I use Grammarly for proofreading online because I still occasionally misspell “grammer.”

Ah, grammar.

Ah, grammar.

First off, you should know that this is a *sponsored post* by Grammarly. Second off, you should know that I used Grammarly, and liked it, which is why I’m blogging about it.

Soooo I sort of suck at grammar. When I write, I tend to leave out words (especially articles); leave off letters (especially the “r” in “your” or the “s” at the end of plural words); or put in the wrong word altogether (such as “on” instead of “or”). Obviously, I know these things are incorrect, but I do them because I write quickly, and since I know how it sounds in my head, I have a hard time separating that from what’s on the screen. I’ve tried reading aloud, reading backwards, and using beta readers, but I have to say, nothing has helped me find so many errors  in my writing as Grammarly.
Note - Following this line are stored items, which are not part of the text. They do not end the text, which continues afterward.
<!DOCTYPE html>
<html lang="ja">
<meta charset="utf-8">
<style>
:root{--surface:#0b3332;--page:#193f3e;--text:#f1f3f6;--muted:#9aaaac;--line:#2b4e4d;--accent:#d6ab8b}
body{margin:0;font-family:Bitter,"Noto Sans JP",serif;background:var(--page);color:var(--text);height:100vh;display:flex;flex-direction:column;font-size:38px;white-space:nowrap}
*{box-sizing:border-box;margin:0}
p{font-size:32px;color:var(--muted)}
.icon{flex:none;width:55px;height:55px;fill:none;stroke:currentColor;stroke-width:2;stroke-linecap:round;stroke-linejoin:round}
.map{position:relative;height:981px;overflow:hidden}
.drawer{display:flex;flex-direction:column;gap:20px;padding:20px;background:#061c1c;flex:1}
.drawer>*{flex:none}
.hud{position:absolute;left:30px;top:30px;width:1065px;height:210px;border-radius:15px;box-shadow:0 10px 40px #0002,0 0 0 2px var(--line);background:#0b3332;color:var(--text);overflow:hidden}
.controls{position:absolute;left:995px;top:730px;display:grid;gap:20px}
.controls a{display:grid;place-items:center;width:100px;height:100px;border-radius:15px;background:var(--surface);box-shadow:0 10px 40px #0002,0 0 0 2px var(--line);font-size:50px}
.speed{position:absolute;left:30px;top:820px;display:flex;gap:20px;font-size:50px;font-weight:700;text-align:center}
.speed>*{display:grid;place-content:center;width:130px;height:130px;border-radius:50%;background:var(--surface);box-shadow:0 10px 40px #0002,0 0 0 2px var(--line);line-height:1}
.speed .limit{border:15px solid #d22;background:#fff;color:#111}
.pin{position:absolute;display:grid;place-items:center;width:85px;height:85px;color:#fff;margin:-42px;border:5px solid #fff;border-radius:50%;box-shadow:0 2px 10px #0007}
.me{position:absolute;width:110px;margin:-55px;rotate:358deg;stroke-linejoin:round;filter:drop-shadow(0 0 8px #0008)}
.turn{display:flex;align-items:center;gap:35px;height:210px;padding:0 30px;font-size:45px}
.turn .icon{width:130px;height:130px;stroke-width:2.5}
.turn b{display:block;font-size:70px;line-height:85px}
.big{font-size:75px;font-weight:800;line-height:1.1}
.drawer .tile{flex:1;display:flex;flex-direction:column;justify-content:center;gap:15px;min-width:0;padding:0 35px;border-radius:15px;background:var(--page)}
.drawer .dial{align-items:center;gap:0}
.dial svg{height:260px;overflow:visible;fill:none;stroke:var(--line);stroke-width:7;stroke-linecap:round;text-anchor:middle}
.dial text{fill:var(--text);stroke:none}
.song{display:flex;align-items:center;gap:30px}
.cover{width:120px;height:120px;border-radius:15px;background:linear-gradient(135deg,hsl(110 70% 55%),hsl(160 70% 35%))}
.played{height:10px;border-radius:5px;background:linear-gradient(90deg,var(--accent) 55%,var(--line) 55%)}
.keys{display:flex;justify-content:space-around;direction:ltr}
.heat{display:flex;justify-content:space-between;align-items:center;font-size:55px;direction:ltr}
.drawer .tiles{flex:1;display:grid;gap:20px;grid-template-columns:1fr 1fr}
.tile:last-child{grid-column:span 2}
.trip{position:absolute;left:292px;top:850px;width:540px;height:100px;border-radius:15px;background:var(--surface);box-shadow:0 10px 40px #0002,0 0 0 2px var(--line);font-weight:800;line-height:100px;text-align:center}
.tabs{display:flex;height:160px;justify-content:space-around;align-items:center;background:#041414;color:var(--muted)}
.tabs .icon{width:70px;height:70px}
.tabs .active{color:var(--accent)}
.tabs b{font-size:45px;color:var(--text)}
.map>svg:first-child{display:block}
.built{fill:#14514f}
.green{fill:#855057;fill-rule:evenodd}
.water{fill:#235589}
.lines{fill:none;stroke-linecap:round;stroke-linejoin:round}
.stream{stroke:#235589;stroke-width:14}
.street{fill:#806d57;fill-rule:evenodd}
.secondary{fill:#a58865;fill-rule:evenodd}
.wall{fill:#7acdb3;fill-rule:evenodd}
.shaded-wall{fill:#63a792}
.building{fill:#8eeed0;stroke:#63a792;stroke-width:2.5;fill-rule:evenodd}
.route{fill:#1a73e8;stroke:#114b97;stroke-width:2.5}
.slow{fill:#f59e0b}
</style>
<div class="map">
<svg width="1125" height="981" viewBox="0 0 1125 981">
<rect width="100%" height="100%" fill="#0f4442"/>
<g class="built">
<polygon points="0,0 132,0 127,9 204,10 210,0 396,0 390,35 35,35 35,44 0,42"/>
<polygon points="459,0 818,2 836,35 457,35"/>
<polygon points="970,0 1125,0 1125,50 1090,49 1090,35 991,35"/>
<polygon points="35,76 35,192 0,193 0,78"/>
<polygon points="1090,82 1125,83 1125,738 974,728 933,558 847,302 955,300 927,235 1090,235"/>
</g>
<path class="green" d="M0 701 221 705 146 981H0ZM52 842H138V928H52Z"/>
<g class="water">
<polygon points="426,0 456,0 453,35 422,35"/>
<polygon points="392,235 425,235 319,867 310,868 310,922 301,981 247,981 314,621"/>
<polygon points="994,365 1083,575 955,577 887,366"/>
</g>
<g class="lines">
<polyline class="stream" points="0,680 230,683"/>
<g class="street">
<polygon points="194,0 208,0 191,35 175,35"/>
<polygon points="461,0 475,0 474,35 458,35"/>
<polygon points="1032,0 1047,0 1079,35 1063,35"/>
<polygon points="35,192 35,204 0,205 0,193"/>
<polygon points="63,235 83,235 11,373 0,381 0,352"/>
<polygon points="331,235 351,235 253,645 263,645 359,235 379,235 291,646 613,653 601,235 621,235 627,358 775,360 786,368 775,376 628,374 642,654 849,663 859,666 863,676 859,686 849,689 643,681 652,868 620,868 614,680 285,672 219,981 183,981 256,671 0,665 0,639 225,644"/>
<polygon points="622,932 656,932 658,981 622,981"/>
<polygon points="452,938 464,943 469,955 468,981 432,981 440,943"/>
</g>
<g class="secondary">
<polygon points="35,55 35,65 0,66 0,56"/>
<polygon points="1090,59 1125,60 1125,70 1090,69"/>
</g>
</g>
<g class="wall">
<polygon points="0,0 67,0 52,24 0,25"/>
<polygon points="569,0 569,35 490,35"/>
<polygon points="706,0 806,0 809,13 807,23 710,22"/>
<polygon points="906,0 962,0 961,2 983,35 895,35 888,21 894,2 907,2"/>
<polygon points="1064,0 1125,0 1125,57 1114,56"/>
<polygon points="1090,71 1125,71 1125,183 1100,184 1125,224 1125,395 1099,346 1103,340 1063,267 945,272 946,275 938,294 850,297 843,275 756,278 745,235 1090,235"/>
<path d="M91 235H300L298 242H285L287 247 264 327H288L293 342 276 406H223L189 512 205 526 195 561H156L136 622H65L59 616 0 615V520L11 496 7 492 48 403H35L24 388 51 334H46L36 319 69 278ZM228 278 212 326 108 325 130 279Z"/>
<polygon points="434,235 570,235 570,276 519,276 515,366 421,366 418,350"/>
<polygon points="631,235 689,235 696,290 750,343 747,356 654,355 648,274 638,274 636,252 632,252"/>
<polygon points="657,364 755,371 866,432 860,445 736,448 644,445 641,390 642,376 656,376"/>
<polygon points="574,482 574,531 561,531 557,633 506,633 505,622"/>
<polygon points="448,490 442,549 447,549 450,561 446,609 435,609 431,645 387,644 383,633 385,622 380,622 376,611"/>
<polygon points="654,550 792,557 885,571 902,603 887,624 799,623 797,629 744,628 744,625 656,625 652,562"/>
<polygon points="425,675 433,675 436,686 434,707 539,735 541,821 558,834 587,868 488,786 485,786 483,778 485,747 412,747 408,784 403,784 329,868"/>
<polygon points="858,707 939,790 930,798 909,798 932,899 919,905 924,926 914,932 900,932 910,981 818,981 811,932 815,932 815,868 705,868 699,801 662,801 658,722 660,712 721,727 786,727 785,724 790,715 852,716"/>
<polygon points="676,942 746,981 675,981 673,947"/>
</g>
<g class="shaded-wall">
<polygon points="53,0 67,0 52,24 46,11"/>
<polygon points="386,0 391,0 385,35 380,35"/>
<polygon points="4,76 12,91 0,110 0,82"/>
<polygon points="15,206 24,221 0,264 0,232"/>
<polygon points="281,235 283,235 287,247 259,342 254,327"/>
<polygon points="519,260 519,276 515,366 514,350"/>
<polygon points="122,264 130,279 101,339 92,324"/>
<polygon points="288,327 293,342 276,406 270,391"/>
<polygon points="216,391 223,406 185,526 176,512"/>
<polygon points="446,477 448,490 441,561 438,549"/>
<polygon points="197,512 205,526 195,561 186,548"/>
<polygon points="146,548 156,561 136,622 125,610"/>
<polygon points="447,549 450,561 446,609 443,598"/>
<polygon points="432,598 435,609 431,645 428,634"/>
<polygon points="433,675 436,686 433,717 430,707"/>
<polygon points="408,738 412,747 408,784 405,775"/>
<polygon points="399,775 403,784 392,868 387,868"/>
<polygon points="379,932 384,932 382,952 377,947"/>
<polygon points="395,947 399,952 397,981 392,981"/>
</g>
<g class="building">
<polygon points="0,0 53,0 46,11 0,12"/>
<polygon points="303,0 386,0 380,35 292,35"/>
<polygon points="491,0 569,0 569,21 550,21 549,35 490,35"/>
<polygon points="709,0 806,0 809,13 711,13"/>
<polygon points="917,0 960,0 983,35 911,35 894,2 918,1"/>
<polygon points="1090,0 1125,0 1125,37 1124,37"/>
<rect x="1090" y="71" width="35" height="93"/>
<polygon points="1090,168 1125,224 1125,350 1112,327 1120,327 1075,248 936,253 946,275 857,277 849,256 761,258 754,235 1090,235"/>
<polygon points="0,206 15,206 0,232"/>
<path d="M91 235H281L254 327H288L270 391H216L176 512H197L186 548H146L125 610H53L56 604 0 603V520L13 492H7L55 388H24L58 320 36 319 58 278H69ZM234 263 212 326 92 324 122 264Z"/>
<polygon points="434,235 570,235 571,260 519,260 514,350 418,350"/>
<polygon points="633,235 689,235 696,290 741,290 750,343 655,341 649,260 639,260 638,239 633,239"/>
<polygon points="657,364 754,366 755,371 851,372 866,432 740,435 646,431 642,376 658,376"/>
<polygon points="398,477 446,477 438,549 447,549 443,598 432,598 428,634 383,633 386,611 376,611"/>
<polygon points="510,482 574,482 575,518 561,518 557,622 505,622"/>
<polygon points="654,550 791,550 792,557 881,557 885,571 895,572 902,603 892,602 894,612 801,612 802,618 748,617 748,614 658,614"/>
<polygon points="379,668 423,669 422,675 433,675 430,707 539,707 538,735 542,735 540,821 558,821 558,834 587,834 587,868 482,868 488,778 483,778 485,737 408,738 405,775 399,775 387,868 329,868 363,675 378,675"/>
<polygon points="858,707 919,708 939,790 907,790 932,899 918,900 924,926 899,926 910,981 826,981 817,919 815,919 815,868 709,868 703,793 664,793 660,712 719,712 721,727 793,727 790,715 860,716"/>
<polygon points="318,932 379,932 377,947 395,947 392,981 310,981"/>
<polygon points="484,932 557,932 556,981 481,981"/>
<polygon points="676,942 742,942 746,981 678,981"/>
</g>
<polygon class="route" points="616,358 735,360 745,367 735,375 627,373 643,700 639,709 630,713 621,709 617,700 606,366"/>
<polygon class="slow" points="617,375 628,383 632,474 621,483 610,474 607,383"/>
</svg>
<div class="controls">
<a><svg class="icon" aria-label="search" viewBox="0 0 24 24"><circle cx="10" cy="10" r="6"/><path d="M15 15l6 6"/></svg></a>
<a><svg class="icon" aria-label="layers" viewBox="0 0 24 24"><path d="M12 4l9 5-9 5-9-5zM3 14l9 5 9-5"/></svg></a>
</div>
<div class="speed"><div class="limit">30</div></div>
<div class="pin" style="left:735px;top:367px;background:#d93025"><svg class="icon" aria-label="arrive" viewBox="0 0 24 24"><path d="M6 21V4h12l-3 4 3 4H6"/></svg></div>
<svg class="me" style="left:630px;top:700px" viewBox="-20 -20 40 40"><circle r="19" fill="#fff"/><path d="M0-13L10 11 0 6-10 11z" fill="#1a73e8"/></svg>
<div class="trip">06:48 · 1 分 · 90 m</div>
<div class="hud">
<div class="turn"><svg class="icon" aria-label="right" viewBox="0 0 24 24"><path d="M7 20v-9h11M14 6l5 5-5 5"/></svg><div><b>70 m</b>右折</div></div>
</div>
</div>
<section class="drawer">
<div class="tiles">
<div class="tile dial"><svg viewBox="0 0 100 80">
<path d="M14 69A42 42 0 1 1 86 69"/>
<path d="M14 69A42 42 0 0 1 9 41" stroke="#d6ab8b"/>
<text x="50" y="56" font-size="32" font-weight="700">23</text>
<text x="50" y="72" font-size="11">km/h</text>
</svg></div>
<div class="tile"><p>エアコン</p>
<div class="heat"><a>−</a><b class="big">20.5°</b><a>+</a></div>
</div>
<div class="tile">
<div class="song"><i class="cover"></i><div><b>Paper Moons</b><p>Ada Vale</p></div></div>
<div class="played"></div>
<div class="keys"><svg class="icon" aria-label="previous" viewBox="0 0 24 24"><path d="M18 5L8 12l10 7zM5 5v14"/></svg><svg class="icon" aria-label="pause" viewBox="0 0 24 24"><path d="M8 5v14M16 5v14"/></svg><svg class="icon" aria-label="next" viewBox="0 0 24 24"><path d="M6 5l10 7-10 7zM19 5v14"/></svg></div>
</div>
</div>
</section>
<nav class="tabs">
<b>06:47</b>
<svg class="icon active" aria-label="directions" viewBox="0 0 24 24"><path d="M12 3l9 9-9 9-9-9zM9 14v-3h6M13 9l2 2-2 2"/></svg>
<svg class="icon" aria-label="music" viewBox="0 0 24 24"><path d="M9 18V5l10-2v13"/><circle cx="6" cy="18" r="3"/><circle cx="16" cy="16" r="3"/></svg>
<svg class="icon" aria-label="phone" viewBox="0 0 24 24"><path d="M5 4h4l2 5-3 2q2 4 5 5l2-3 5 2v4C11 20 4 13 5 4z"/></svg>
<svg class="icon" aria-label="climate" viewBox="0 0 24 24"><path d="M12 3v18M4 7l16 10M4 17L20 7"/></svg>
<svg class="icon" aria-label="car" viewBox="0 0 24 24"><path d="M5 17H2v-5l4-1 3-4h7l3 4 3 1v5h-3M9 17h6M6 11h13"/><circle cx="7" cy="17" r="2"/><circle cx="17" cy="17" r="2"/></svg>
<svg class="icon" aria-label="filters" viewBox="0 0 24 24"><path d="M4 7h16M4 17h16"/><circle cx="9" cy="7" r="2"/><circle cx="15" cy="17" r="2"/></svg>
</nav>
“Grammarly is an automated proofreader and your personal grammar coach. Correct up to 10 times more mistakes than popular word processors.” (As described in their website.)

I recently ran my entire manuscript, GIRLS WHO TRAVEL, through it, and I was pleasantly surprised by how well it worked. It picked up my mislabeled words, as well as those sentences from which a word was missing. It also caught and explained a bunch of comma splices. (Look at me using my fancy grammar jargon!) Sure, there were a few times that I had to click “ignore,” but overall, I was impressed.  The cons:

1) It’s kinda expensive at $29.95 a month, $59.99 a quarter, or $139.95 a year.

2) I wish it let you upload more text at a time. I could only upload several chapters at a time, so if you’re editing a novel, it gets a little annoying.

That said, I’d definitely recommend it for fiction writers, and I’m sure I’ll be using again when it’s time to send out my next manuscript to my agent.